5 experimental results
5.1 experimental results judge
Strengthen immunocompetence function to judge: in cellular immune function, humoral immune function, monocytes/macrophages function, NK cytoactive four, in any two, result is positive, can judge that this tested material has develop immunitypty function.
Two experimental results wherein in cellular immune function assay project are the positive, or two of arbitrary experiment dosage group results are positive, can judge that cellular immune function assay result is as the positive.It is the positive that two experimental results in humoral immune function mensuration project are two dosage group results that are positive or arbitrary experiment, can judge that humoral immune function measurement result is positive.It is positive that two experimental results in monocytes/macrophages functional examination project are two dosage group results that are positive or arbitrary experiment, can judge that monocytes/macrophages functional examination result is positive.More than one dosage group result of NK cytoactive detection experiment is positive, can judge that NK cytoactive result is positive.
5.2 bee glue soft capsules on the impact of Mouse Weight in table 1.
Table 1 sample is on the impact of an immune treated animal body weight (gram)
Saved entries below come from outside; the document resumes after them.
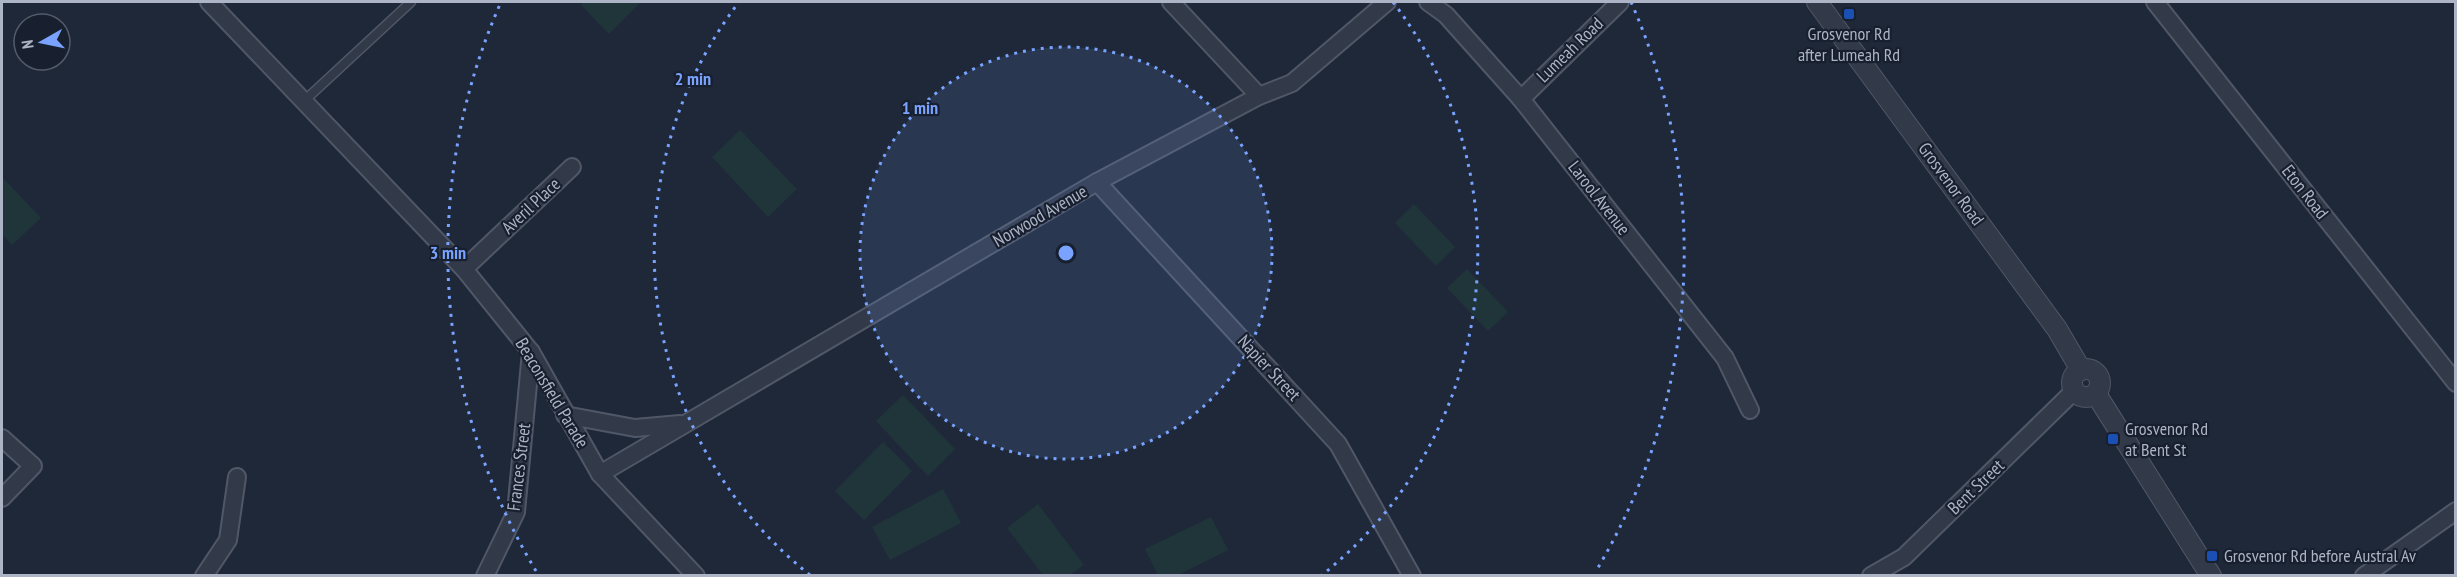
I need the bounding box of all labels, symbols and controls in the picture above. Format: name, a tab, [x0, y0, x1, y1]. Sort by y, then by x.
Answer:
marker: Grosvenor Rd after Lumeah Rd	[1842, 7, 1856, 21]
north arrow	[12, 12, 72, 72]
street label: Lumeah Road	[1532, 12, 1608, 87]
place label: Grosvenor Rd after Lumeah Rd	[1798, 22, 1900, 66]
text: N	[17, 39, 38, 50]
text: 2 min	[675, 67, 711, 90]
text: 1 min	[902, 96, 938, 119]
street label: Grosvenor Road	[1914, 138, 1989, 230]
street label: Larool Avenue	[1563, 156, 1636, 239]
street label: Eton Road	[2277, 160, 2334, 223]
street label: Averil Place	[496, 173, 565, 239]
street label: Norwood Avenue	[989, 179, 1091, 252]
text: 3 min	[430, 241, 466, 264]
centre of rings	[1056, 243, 1076, 263]
street label: Napier Street	[1233, 330, 1306, 406]
street label: Beaconsfield Parade	[511, 334, 594, 452]
place label: Grosvenor Rd at Bent St	[2125, 417, 2208, 461]
street label: Frances Street	[502, 422, 535, 512]
marker: Grosvenor Rd at Bent St	[2106, 432, 2120, 446]
street label: Bent Street	[1943, 454, 2009, 519]
place label: Grosvenor Rd before Austral Av	[2224, 544, 2416, 567]
marker: Grosvenor Rd before Austral Av	[2205, 549, 2219, 563]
Dosage different is as can be seen from Table 1 compared with control group, and the weight gain there was no significant difference of mouse, therefore the body weight of bee glue soft capsule to animal does not have a significant effect.
5.3 bee glue soft capsules are on the impact of mice organs body weight ratio: in table 2, table 3.
Table 2 bee glue soft capsule is on the impact of mouse spleen body weight ratio
Dosage different is as can be seen from Table 2 compared with control group, and the spleen weight ratio there was no significant difference of mouse, therefore the spleen weight ratio of bee glue soft capsule to animal does not have a significant effect.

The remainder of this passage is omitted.